(Source records)
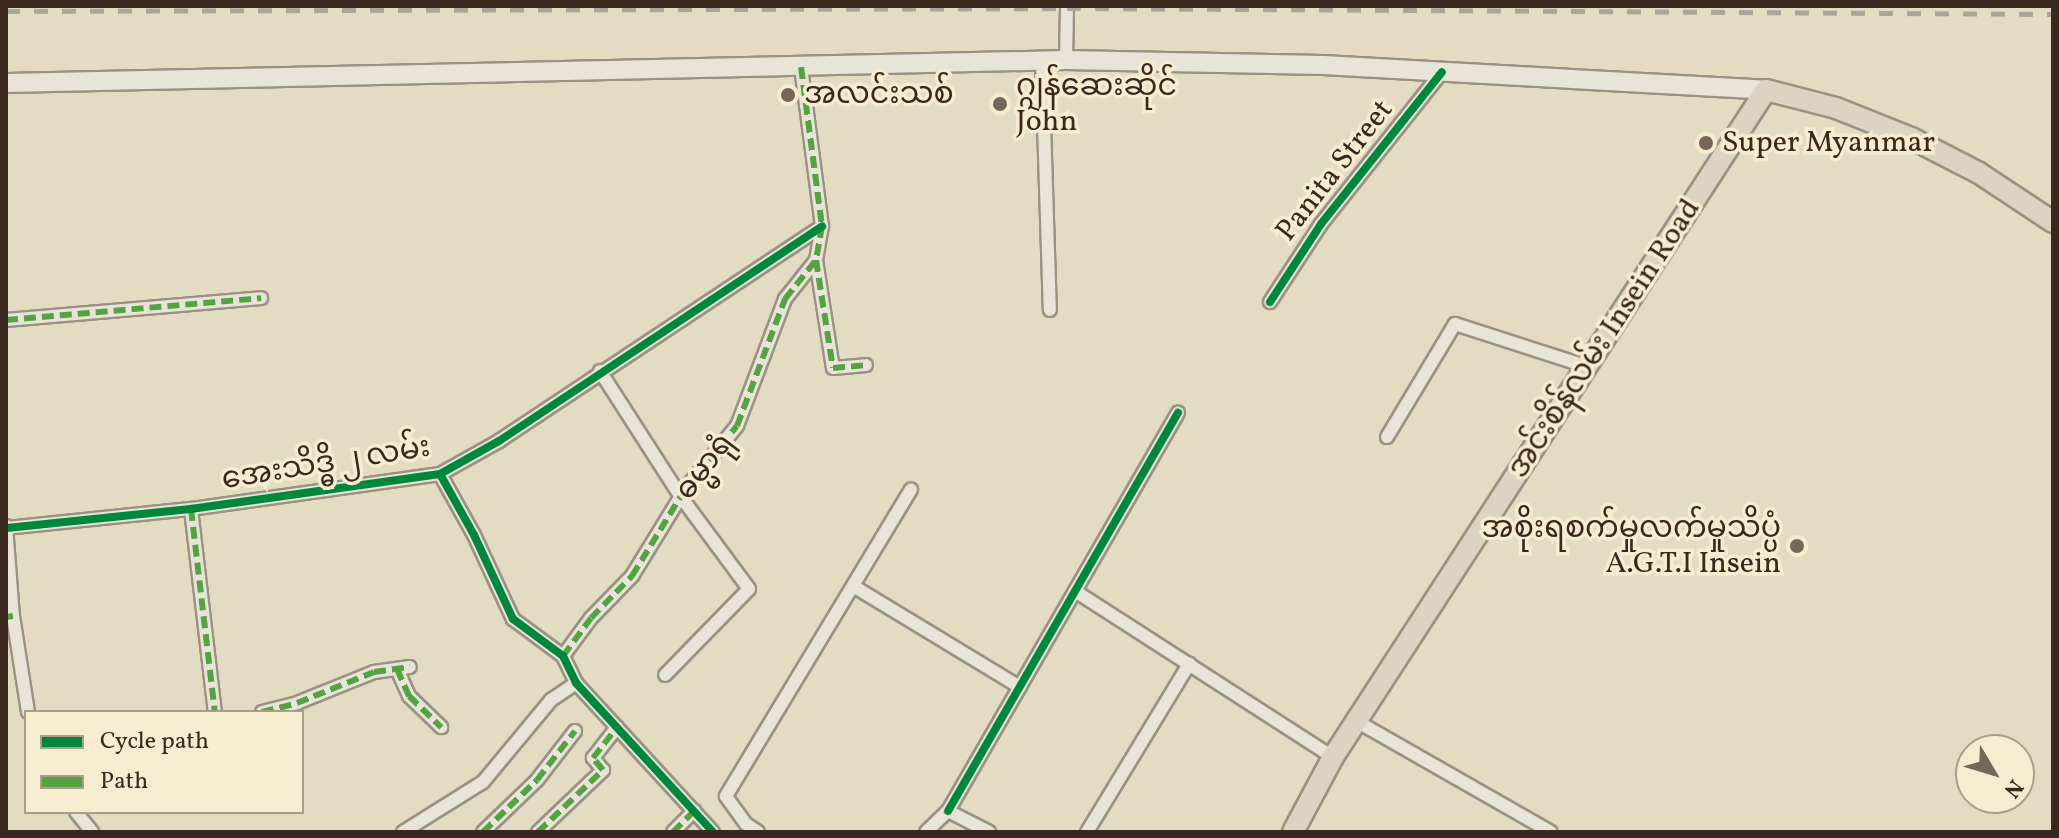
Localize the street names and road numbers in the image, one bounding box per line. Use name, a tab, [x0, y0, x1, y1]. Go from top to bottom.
street label: Panita Street	[1269, 93, 1401, 249]
street label: အင်းစိန်လမ်း Insein Road	[1501, 193, 1709, 485]
street label: ဓမ္မာရုံ	[668, 426, 742, 508]
street label: အေးသိဒ္ဓိ ၂ လမ်း	[219, 430, 433, 498]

**WORK REQUIRED**
Omit every picture, then write out the entries above exactly.

**FINISHED EXERCISE**
Localize the street names and road numbers in the image, one bounding box per line. Use name, a tab, [x0, y0, x1, y1]. Go from top to bottom.
street label: Panita Street	[1269, 93, 1401, 249]
street label: အင်းစိန်လမ်း Insein Road	[1501, 193, 1709, 485]
street label: ဓမ္မာရုံ	[668, 426, 742, 508]
street label: အေးသိဒ္ဓိ ၂ လမ်း	[219, 430, 433, 498]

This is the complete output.